[Required work]: Give again, word for word, every line below from the one that has "M154 434 162 441" through the one that has "M0 1163 23 1151", both included, and no others.

Material for this task Block Start

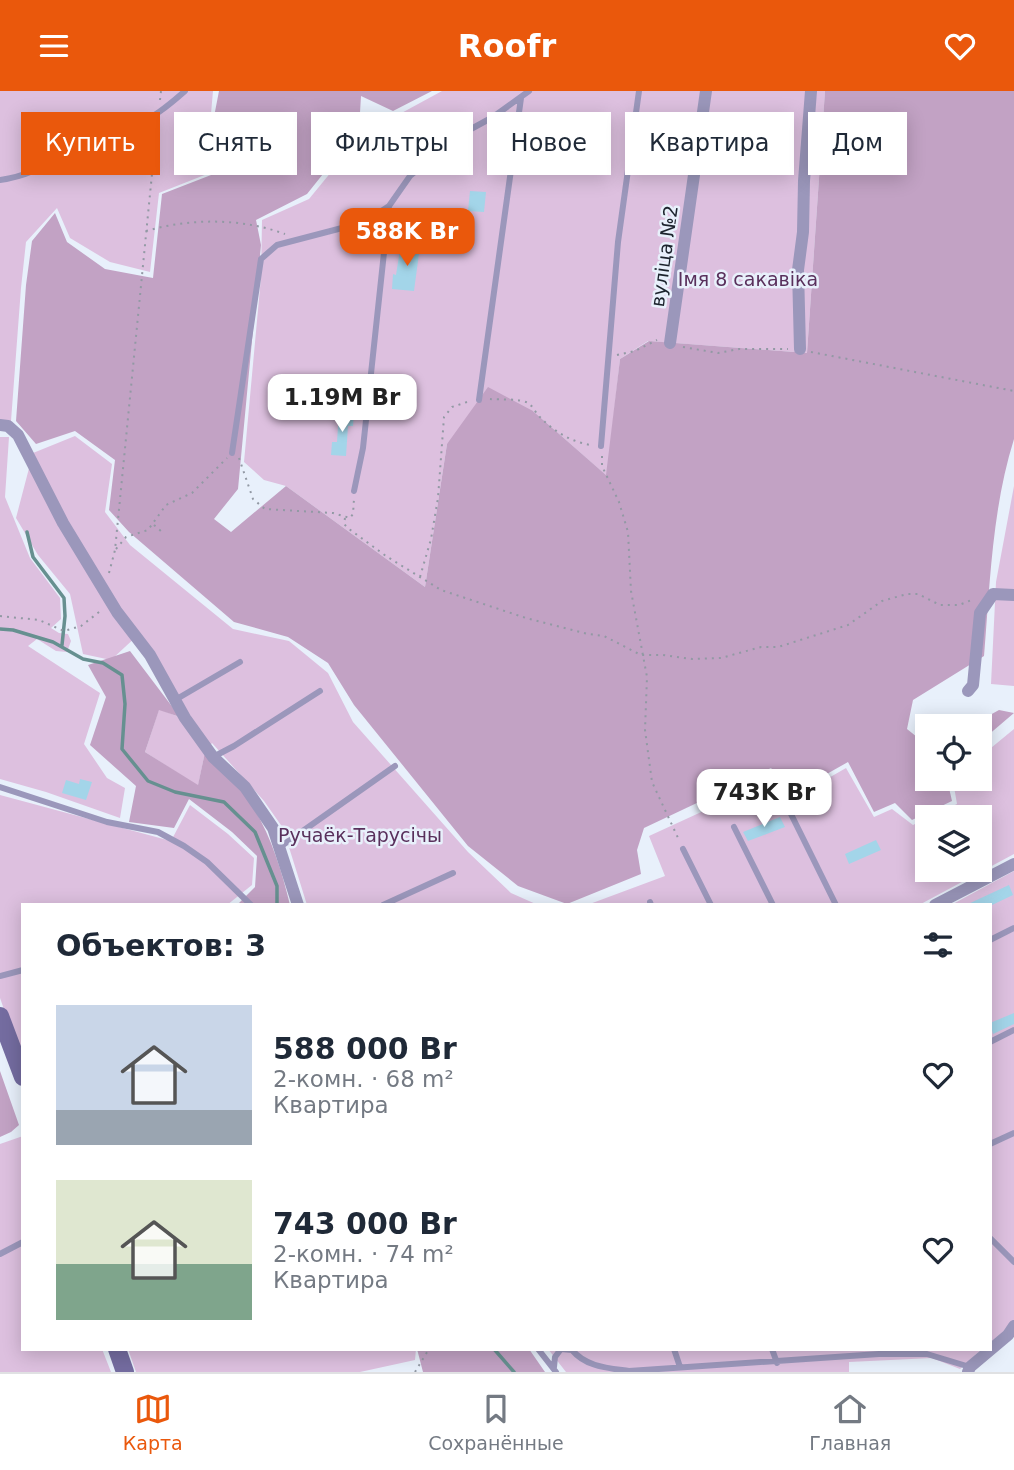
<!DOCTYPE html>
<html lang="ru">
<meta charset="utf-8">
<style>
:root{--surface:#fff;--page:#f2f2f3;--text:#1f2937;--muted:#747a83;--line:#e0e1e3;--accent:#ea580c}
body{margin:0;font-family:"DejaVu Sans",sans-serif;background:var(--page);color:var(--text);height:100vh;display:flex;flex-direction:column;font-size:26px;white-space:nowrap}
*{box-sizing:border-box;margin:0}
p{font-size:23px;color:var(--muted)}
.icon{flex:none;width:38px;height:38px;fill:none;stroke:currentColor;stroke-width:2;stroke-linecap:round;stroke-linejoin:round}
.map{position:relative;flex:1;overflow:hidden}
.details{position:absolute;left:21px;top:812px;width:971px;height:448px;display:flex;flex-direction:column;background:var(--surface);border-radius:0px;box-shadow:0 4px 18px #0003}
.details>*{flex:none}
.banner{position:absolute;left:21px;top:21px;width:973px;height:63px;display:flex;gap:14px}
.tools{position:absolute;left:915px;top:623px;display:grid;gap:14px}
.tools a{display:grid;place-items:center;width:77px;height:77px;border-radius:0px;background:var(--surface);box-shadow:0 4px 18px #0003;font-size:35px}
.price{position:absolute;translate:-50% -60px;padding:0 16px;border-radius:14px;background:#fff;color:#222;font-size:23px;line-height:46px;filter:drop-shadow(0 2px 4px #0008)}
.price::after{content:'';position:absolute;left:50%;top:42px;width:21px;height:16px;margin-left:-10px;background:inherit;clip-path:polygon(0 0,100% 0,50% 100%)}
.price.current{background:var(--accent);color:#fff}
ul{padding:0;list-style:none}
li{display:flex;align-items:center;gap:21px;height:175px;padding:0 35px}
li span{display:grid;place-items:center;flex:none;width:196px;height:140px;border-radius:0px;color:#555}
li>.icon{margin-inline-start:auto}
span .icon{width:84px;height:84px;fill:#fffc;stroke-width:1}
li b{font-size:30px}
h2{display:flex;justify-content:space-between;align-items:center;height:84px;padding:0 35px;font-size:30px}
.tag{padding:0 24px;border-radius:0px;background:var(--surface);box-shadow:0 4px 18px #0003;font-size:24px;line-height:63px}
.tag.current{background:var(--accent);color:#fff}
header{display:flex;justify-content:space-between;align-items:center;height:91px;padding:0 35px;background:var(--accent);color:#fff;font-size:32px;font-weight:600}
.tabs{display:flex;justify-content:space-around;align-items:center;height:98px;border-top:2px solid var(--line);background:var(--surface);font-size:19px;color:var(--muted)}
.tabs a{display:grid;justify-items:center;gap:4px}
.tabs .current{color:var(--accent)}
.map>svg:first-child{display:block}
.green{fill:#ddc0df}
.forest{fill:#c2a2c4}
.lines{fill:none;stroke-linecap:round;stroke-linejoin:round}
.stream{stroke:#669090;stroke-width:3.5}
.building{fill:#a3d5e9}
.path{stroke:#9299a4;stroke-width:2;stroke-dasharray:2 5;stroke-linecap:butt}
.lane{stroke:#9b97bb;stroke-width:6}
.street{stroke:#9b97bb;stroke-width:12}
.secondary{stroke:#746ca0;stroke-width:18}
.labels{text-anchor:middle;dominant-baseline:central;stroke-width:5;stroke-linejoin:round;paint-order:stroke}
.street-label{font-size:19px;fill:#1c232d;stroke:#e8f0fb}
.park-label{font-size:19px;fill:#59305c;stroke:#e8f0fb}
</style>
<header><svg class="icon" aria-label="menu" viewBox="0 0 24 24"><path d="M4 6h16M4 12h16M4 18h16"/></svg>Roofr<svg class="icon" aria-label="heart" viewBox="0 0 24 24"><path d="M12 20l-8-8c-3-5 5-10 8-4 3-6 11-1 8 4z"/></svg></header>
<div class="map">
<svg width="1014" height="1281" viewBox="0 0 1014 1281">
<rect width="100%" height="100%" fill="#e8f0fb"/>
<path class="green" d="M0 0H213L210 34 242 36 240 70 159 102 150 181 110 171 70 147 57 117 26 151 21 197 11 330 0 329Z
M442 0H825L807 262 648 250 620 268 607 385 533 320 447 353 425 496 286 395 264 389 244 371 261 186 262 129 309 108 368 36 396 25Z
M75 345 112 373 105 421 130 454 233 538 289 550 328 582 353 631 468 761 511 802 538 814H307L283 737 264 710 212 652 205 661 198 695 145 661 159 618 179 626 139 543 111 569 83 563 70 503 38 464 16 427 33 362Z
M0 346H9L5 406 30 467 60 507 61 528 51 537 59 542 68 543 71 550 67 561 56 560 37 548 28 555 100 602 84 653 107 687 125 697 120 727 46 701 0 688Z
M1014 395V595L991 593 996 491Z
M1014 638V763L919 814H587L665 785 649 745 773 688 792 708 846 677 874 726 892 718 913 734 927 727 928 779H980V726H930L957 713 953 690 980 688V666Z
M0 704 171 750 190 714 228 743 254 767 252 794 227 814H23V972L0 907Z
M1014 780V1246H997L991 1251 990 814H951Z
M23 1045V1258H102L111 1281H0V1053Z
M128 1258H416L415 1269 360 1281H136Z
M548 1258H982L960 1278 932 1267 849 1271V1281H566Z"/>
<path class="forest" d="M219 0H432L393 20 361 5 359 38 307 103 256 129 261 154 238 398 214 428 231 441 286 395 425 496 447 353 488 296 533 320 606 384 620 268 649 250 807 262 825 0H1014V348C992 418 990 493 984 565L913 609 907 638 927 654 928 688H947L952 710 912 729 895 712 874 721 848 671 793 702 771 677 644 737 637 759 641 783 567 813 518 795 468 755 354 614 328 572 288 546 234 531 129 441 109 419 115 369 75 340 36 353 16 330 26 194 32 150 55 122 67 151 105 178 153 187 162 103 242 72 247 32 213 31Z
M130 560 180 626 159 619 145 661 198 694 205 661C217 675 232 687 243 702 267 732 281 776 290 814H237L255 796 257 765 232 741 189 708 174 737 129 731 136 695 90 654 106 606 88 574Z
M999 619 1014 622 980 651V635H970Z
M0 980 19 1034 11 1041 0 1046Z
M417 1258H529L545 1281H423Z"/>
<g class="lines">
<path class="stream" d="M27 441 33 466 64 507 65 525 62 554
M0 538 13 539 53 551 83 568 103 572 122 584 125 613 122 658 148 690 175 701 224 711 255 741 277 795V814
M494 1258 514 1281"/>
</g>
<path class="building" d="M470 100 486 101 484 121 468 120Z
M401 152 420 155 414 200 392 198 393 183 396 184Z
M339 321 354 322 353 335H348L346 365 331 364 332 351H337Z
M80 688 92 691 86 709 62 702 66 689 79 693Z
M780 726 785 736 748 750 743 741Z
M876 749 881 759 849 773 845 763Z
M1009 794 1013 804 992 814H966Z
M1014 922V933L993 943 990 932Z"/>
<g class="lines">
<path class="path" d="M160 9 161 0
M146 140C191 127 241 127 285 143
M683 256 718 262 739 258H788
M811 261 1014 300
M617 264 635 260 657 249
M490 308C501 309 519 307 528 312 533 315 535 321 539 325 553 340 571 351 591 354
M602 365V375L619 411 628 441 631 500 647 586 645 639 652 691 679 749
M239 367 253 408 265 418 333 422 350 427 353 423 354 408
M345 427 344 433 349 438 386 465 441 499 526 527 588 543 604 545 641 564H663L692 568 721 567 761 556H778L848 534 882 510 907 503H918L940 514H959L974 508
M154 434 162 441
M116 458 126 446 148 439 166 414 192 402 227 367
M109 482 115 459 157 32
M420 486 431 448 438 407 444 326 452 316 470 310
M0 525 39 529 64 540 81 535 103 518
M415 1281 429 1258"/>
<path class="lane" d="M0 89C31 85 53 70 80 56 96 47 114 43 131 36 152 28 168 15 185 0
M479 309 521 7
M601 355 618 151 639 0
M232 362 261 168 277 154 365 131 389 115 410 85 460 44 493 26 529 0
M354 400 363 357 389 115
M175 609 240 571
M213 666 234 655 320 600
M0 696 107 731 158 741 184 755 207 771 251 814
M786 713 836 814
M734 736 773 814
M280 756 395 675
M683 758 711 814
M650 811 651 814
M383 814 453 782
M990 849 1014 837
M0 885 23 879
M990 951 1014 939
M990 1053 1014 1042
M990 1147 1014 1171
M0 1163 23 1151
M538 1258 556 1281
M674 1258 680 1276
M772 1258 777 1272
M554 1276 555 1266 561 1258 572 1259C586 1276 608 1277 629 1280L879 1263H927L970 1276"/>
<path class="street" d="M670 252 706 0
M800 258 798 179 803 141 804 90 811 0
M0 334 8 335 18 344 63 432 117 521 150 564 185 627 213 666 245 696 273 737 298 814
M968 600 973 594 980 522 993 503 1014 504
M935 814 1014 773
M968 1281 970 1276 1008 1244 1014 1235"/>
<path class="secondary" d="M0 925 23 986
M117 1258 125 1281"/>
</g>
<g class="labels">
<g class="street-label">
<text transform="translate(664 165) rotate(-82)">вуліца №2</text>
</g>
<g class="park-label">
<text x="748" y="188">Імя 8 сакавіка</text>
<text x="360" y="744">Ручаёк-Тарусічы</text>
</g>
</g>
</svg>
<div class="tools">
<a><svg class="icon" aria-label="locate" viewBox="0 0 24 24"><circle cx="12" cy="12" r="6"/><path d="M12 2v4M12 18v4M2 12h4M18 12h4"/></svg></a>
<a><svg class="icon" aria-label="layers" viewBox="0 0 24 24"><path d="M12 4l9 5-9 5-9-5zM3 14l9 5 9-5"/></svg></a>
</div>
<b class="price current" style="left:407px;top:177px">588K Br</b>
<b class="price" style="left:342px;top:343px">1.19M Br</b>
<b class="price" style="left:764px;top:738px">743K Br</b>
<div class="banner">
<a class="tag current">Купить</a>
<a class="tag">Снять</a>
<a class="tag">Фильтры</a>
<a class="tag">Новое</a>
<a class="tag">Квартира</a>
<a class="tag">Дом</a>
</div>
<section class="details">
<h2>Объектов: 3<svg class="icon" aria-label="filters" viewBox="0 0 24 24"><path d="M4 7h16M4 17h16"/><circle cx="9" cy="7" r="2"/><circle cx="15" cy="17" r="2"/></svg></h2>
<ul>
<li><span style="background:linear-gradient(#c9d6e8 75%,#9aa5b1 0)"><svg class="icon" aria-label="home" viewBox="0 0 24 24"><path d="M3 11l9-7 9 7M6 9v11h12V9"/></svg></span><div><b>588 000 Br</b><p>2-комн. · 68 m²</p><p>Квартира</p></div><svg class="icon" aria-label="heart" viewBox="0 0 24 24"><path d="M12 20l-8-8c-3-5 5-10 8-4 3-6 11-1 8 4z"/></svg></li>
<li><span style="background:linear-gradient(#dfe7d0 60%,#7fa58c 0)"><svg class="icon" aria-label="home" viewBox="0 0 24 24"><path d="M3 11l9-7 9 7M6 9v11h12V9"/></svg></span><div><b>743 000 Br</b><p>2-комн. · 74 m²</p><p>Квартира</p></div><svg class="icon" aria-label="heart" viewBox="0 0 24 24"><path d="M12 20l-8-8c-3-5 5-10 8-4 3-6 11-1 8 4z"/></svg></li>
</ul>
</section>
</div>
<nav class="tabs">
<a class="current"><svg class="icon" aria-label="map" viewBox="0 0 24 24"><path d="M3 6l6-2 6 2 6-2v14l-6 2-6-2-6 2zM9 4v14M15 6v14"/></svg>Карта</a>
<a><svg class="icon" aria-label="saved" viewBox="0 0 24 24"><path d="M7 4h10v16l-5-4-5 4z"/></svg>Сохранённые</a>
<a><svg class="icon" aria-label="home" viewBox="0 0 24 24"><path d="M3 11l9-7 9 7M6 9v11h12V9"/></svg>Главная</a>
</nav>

Material for this task Block End

[Answer section]:
M154 434 162 441
M116 458 126 446 148 439 166 414 192 402 227 367
M109 482 115 459 157 32
M420 486 431 448 438 407 444 326 452 316 470 310
M0 525 39 529 64 540 81 535 103 518
M415 1281 429 1258"/>
<path class="lane" d="M0 89C31 85 53 70 80 56 96 47 114 43 131 36 152 28 168 15 185 0
M479 309 521 7
M601 355 618 151 639 0
M232 362 261 168 277 154 365 131 389 115 410 85 460 44 493 26 529 0
M354 400 363 357 389 115
M175 609 240 571
M213 666 234 655 320 600
M0 696 107 731 158 741 184 755 207 771 251 814
M786 713 836 814
M734 736 773 814
M280 756 395 675
M683 758 711 814
M650 811 651 814
M383 814 453 782
M990 849 1014 837
M0 885 23 879
M990 951 1014 939
M990 1053 1014 1042
M990 1147 1014 1171
M0 1163 23 1151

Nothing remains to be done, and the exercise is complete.